AFLUTTER choreography by Heidi Strauss, Deja Donne and Sylvain Emard. Presented by DanceWorks/Strauss/Four Chambers at the Harbourfront Centre Theatre (231 Queens Quay West). Tonight (Thursday) to Saturday (April 7 to 9) at 8 pm. $24, stu/srs $16. 416-973-4000. Rating: NNNNN
Heidi Strauss and Darryl Tracy have danced together for years, but last month they took their partnering to a new level. The two holed up in a small Italian village to work on a piece inspired by their relationship - part of their mixed program, Aflutter, on at Harbourfront over the weekend.
Italy, dancing, friendship. Sounds nice, right? Think again.
"It was the coldest winter there in 60 years," moans Strauss. "We were rehearsing on the smallest stage I've ever seen, with no central heating. As soon as you turned the heater off it got cold within seconds."
On top of that, they were working with the Czech choreography team of Deja Donne, who - looking for material for the piece - were probing them for intimate details about their lives.
"They were asking about our fears and the things we felt made life worth living," says Strauss. "We didn't know them. How can you open up your rib cage like that to strangers? But what happened was, Darryl and I started to take care of each other - we got really emotional. For the first time, we had the chance to formally recognize our history together and the history of our company."

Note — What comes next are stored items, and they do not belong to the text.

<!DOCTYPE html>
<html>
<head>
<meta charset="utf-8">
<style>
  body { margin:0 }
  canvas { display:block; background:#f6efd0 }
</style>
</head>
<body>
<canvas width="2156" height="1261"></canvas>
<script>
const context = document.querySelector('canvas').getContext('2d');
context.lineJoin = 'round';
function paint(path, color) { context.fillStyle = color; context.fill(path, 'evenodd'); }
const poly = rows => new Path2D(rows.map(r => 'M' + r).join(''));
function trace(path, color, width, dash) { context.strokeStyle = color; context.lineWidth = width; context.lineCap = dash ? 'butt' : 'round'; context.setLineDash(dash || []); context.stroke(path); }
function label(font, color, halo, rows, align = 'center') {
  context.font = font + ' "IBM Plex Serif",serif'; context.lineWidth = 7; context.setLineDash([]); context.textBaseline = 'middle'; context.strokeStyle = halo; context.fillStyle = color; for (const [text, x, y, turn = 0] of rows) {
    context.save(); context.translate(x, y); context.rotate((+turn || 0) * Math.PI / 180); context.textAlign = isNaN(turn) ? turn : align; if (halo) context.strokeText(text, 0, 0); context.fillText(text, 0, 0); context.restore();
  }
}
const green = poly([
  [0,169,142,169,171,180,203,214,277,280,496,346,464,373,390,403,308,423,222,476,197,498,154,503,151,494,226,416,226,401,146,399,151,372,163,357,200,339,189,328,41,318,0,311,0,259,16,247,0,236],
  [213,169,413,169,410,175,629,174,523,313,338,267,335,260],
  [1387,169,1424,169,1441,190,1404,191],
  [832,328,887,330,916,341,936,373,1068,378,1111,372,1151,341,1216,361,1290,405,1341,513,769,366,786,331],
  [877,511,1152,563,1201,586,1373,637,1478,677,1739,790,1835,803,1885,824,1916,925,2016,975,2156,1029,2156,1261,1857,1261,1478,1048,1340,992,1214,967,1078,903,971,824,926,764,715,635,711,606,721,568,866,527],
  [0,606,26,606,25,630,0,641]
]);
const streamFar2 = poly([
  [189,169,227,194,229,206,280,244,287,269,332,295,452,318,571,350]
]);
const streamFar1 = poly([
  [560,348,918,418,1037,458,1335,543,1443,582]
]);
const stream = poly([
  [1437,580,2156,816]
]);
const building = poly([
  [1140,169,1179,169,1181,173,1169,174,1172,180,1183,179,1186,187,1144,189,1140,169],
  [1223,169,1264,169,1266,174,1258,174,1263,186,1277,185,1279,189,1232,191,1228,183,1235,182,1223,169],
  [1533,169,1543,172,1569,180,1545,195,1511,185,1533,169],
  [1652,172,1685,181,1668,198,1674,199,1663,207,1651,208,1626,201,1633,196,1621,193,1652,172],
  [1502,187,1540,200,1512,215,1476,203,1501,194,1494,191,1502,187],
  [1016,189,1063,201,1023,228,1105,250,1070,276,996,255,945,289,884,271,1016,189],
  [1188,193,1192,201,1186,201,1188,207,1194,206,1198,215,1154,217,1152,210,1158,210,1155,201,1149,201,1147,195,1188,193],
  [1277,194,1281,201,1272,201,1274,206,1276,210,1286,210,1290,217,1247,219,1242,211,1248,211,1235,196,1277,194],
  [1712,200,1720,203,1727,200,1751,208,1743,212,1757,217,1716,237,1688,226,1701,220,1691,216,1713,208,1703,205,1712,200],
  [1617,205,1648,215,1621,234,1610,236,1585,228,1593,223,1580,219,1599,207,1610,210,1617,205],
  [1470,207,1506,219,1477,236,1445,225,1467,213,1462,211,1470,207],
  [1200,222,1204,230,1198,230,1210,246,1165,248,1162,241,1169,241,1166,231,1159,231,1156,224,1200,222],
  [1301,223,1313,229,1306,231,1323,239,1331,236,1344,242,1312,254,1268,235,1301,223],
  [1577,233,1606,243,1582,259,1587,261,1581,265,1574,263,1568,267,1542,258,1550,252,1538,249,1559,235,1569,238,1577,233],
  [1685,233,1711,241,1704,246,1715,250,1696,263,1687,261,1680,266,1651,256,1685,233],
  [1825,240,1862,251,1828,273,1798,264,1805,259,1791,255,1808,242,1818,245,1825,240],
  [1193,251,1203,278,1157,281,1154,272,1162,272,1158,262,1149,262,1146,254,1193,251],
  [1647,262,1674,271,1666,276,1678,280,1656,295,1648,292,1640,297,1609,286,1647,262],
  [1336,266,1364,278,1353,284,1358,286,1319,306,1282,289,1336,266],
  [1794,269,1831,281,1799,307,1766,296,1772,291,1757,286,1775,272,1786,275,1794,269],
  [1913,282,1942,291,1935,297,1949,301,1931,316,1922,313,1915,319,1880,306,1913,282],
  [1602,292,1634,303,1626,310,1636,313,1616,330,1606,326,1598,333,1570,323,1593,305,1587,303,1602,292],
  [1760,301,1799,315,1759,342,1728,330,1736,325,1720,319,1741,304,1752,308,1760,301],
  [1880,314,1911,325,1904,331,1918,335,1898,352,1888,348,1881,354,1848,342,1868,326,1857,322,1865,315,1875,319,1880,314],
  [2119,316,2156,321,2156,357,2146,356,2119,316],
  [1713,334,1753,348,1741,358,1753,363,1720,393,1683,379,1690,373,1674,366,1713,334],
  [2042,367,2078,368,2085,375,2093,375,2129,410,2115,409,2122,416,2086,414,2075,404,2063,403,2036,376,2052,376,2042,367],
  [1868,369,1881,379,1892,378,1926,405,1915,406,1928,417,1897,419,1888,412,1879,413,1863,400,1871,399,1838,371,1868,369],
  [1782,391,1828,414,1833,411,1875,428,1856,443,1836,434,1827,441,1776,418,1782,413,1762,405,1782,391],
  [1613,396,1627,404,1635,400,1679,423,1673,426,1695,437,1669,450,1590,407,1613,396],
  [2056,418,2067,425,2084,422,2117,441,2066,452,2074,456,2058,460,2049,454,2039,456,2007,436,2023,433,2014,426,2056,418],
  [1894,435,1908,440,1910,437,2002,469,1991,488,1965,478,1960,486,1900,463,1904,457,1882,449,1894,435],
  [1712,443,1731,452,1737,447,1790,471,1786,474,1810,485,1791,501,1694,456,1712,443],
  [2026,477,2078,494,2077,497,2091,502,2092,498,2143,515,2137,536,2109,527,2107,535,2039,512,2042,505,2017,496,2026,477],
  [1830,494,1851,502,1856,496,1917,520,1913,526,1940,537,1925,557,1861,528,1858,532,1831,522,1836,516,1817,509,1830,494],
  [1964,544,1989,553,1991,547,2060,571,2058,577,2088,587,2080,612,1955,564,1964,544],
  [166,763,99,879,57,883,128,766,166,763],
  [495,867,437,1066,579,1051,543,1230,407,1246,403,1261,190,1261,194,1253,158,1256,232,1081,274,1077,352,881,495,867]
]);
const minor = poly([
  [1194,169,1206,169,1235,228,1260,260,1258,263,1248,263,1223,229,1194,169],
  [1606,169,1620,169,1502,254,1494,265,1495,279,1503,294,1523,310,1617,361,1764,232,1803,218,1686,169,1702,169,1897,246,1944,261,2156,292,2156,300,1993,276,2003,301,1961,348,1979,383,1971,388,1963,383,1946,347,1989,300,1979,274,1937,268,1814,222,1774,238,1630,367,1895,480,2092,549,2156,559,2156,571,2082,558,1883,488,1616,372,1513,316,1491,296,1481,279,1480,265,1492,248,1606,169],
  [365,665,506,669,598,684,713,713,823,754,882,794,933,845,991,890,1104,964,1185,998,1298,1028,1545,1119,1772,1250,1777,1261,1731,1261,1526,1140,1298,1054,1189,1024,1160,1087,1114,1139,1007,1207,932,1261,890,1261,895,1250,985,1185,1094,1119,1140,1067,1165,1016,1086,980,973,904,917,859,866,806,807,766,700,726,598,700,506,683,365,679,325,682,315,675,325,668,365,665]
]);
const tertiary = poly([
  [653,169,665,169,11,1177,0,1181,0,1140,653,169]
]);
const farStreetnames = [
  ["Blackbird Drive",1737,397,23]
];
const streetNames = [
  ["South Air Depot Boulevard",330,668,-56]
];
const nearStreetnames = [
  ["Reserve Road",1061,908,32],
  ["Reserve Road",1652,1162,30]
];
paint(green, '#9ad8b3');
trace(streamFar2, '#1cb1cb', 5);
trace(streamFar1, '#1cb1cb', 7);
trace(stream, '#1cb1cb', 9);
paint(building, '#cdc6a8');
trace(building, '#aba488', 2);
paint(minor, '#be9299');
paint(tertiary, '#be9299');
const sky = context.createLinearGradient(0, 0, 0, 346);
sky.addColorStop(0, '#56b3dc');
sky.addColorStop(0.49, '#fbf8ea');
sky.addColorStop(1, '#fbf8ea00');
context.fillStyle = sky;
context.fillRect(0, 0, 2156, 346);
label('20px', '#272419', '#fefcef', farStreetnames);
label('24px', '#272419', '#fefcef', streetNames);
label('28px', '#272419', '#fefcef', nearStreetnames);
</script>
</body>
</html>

That company, the Four Chambers dance project, has presented some of the most thrilling and eclectic dance in recent years. In two previous programs, choreographers as diverse as Sarah Chase, Julia Sasso and Conrad Alexandrowicz have created duets for the two contrasting dancers.
Aflutter marks a departure. Besides the Deja Donne duet and a remount of Sylvain Emard's exquisite 2001 piece Comme Deux Solitudes, the company's premiering their first solo, AtLast, created and performed by Strauss.
AtLast is inspired by a visit Strauss made with her father to his childhood home in Leipzig. Buildings were overgrown with weeds. Where a statue of Schiller had stood there was only an empty pedestal. And the building he was born in?
"It was there," recalls Strauss. "But we walked up to the third floor and my father did something I've never seen him do. He took a paper airplane from the pocket of his suit jacket and made it fly. I never played games with him. I never knew he could make a paper airplane."
One of the themes behind Aflutter, she says, is finding evidence.
"In dance, nothing lasts. Everything is in the moment, then it's gone. There's nothing concrete about what I do. We work all our lives to create something, only to have it last in our minds the way my father remembered his home."